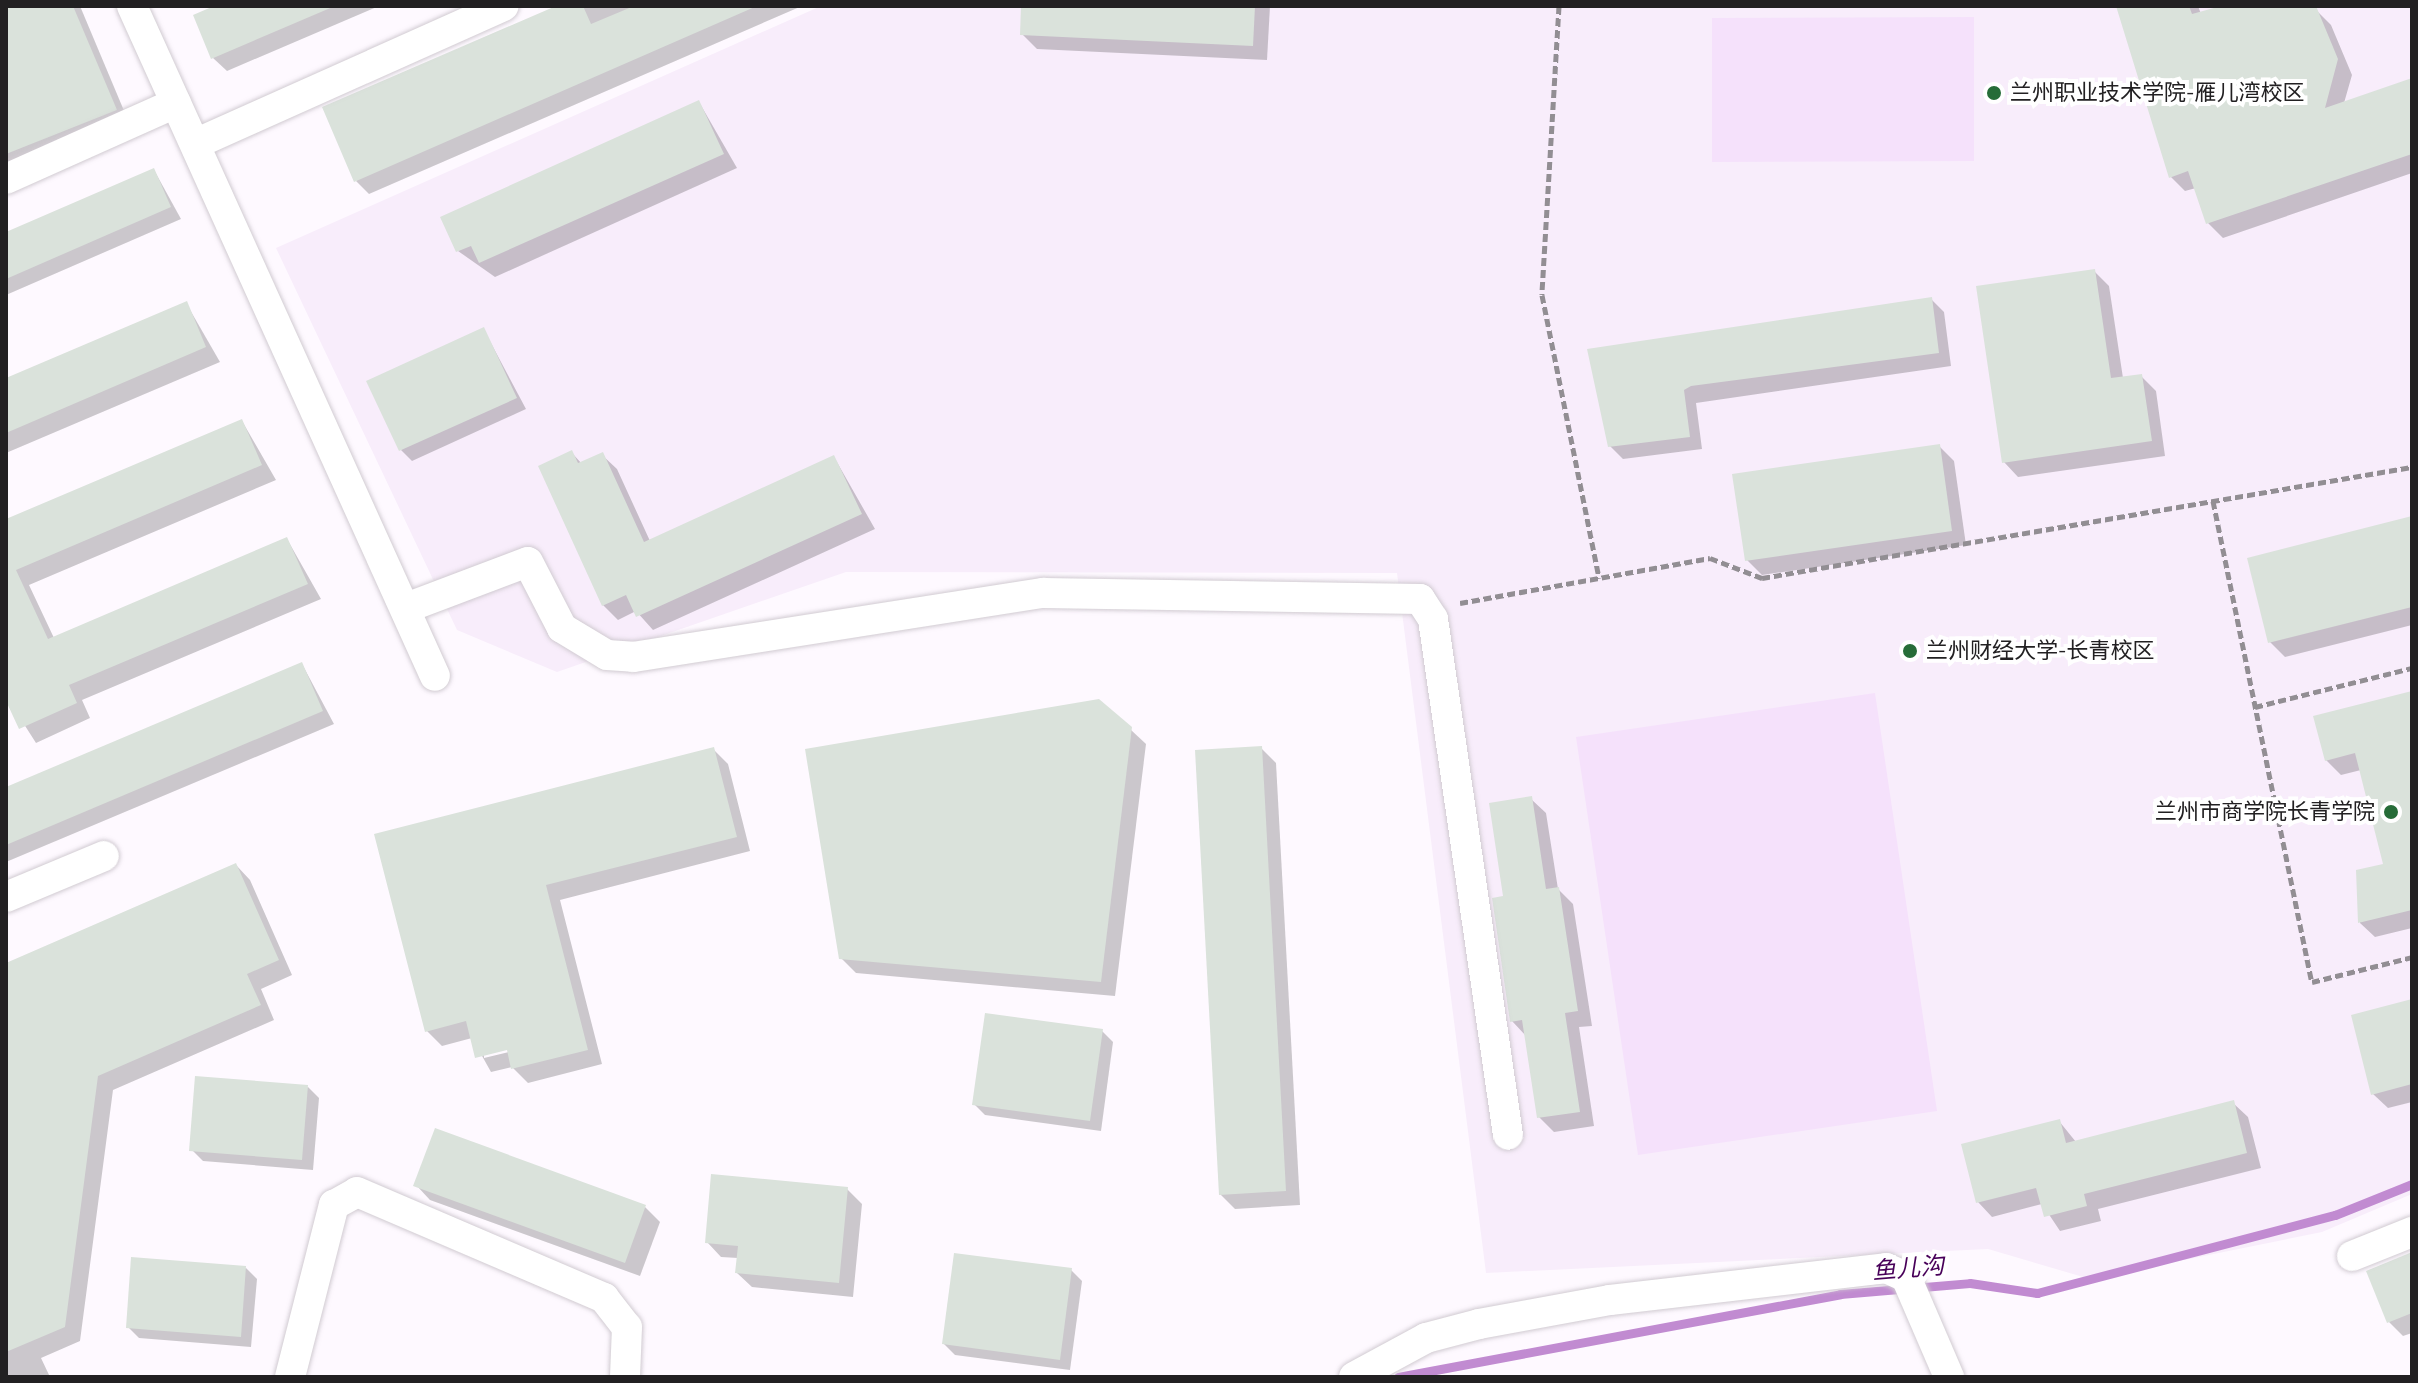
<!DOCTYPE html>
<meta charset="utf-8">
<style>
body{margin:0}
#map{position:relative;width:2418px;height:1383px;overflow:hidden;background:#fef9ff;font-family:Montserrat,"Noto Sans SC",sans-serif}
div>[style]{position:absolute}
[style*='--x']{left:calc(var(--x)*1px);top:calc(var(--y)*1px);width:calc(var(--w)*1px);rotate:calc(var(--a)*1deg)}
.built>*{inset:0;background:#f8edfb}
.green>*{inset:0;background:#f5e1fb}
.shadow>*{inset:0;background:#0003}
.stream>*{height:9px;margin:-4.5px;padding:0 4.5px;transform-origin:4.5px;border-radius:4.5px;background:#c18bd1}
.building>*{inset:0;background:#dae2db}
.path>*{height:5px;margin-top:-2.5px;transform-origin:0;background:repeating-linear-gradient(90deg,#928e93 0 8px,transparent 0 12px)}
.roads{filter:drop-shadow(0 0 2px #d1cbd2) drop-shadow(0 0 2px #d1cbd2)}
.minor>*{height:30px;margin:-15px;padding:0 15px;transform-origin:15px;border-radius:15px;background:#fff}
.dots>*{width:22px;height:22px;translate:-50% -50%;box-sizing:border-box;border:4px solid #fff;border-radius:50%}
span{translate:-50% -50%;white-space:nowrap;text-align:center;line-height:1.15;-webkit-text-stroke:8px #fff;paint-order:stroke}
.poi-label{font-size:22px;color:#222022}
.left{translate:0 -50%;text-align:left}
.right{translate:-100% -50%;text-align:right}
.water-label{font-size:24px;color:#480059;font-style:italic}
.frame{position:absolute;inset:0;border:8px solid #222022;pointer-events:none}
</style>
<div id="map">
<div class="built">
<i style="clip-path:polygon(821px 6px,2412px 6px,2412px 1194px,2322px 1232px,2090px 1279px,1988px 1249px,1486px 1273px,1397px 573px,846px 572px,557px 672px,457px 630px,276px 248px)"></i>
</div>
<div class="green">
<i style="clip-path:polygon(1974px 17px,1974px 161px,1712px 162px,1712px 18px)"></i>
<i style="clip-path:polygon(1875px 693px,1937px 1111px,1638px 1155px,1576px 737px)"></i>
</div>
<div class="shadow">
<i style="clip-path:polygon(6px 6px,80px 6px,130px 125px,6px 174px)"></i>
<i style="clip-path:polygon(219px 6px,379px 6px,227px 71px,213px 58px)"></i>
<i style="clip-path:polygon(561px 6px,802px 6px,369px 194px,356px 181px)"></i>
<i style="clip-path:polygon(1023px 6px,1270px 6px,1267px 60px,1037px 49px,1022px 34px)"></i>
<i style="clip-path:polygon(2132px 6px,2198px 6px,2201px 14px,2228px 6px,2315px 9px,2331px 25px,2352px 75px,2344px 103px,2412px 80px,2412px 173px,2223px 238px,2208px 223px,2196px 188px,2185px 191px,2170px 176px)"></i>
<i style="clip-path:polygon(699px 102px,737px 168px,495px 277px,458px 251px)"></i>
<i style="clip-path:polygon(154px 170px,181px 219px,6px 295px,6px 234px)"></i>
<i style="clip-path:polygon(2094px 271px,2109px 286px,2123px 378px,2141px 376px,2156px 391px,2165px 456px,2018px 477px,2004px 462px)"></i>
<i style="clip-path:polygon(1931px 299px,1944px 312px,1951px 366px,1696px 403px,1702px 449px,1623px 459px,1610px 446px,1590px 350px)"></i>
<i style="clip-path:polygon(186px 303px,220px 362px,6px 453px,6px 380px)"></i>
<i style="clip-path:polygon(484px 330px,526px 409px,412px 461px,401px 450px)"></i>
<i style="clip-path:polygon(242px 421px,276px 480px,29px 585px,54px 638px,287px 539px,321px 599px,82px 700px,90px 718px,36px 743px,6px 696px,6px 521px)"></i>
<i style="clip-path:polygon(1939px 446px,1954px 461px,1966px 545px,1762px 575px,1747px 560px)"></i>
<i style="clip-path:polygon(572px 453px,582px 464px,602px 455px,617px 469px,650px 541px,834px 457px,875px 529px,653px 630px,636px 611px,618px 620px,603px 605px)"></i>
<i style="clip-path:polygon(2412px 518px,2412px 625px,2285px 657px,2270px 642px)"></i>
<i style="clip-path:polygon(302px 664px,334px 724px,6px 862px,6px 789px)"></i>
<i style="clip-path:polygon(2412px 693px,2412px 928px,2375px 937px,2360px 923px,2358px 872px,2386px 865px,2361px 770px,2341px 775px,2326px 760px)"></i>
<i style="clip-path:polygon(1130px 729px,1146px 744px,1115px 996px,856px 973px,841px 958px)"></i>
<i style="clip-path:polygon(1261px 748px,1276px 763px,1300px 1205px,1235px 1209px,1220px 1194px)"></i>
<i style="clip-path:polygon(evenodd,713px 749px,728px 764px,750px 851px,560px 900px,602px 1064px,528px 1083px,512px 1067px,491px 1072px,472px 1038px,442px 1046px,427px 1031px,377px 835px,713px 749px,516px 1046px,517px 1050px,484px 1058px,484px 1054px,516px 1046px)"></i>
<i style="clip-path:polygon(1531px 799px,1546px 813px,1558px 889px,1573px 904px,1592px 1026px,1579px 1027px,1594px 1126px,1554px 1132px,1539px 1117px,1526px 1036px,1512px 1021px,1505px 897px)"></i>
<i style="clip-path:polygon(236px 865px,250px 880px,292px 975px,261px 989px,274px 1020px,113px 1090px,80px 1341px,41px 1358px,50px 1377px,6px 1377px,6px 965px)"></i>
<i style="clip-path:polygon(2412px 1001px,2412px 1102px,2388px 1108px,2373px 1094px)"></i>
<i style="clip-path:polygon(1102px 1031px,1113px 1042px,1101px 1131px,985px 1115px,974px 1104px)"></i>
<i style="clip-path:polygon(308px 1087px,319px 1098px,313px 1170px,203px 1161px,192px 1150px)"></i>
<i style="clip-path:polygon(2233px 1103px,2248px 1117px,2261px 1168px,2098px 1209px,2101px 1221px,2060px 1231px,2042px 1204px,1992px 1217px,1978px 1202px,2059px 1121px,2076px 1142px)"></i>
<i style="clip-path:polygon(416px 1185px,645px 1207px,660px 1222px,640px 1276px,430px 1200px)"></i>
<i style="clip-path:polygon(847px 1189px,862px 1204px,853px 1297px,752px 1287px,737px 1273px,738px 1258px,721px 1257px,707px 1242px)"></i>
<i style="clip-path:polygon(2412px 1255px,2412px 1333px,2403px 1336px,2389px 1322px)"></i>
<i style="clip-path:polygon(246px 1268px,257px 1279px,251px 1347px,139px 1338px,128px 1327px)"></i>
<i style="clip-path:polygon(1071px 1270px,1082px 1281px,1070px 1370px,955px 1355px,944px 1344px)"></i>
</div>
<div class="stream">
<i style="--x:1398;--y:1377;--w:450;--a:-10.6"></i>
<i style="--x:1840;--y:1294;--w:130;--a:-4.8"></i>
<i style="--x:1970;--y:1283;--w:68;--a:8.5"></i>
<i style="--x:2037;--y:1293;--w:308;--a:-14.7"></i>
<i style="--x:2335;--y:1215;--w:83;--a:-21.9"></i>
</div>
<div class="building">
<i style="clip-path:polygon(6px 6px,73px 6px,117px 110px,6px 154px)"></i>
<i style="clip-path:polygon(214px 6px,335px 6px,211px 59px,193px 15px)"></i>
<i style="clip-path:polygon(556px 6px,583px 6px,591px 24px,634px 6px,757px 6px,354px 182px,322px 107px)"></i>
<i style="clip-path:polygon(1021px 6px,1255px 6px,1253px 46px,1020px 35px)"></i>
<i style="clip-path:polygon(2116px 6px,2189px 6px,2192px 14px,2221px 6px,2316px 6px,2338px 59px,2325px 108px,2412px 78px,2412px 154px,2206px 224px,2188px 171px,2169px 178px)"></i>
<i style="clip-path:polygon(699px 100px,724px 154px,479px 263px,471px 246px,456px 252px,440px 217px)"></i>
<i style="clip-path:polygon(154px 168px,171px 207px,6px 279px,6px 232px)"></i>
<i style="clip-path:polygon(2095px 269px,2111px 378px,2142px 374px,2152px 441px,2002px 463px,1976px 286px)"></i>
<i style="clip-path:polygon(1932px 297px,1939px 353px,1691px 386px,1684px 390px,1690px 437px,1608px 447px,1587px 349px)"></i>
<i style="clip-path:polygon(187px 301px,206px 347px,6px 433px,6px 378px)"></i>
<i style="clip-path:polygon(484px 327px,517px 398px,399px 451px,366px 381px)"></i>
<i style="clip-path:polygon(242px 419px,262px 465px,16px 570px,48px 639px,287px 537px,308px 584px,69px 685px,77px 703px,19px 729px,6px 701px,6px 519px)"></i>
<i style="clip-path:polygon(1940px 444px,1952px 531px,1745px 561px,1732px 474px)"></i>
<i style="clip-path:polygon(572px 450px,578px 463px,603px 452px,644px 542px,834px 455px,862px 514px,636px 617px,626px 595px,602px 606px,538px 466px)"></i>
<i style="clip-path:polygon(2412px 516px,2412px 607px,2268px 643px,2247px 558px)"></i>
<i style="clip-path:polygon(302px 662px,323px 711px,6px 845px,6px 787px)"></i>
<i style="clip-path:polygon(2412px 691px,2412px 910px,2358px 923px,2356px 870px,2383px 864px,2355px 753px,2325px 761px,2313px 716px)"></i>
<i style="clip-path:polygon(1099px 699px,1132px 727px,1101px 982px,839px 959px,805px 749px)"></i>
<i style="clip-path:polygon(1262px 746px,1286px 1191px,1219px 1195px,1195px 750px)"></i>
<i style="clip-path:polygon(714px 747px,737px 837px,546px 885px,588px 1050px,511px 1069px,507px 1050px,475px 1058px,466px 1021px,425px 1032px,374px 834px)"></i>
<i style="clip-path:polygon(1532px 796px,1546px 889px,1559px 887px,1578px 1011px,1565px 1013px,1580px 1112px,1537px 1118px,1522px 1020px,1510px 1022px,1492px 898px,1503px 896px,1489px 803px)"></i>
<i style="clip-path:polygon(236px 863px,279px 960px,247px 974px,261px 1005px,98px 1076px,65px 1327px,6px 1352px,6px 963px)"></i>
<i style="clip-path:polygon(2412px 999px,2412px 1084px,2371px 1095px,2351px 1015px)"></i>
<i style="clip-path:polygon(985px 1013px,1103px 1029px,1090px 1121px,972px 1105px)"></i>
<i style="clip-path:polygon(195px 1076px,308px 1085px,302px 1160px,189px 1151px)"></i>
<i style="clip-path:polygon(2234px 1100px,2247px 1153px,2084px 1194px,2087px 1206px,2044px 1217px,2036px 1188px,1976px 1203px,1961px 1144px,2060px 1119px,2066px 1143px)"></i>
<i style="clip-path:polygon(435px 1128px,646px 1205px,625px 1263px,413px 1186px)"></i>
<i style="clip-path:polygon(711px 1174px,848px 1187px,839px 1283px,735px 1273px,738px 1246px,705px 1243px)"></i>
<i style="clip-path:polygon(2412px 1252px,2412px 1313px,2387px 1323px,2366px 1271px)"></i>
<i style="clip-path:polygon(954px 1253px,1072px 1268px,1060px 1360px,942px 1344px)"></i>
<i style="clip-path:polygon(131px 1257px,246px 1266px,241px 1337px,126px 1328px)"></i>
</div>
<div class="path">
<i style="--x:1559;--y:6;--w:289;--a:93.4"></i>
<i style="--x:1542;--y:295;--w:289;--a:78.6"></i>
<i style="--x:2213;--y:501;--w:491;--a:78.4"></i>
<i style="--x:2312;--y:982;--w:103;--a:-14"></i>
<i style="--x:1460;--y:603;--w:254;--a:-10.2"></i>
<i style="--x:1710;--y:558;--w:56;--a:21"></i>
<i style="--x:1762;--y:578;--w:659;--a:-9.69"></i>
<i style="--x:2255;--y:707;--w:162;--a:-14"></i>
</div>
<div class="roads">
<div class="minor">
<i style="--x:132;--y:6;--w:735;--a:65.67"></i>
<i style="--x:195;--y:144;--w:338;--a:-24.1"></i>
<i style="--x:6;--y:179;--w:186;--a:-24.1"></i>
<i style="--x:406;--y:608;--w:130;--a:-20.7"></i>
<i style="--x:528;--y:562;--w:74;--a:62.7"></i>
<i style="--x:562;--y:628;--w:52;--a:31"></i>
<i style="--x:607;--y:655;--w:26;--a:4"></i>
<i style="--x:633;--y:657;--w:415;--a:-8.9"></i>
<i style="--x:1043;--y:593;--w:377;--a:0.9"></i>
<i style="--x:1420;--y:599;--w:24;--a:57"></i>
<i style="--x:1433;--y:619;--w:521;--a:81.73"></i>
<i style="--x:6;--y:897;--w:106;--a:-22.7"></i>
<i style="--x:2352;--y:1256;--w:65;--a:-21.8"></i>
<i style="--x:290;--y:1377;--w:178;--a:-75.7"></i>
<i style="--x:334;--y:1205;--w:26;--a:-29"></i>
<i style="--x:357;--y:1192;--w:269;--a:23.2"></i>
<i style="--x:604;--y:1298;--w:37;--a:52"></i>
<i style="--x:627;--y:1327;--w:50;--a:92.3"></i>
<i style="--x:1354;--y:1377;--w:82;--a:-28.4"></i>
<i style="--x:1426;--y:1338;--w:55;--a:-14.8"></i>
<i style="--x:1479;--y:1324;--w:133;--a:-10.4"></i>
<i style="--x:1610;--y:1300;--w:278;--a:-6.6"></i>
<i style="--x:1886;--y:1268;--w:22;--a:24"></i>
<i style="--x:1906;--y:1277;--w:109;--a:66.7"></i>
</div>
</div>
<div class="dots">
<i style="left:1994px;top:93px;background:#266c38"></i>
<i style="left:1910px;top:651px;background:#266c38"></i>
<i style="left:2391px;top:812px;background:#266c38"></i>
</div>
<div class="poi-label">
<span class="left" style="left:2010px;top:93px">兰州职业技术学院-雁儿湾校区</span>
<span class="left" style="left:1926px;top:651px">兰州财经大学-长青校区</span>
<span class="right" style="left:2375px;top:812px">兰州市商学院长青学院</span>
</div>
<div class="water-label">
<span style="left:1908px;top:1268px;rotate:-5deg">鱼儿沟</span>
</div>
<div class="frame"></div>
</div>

-----

• Activity:
Each line in the listing above that includes "inset" is to be copied.

• Answer to the problem:
.built>*{inset:0;background:#f8edfb}
.green>*{inset:0;background:#f5e1fb}
.shadow>*{inset:0;background:#0003}
.building>*{inset:0;background:#dae2db}
.frame{position:absolute;inset:0;border:8px solid #222022;pointer-events:none}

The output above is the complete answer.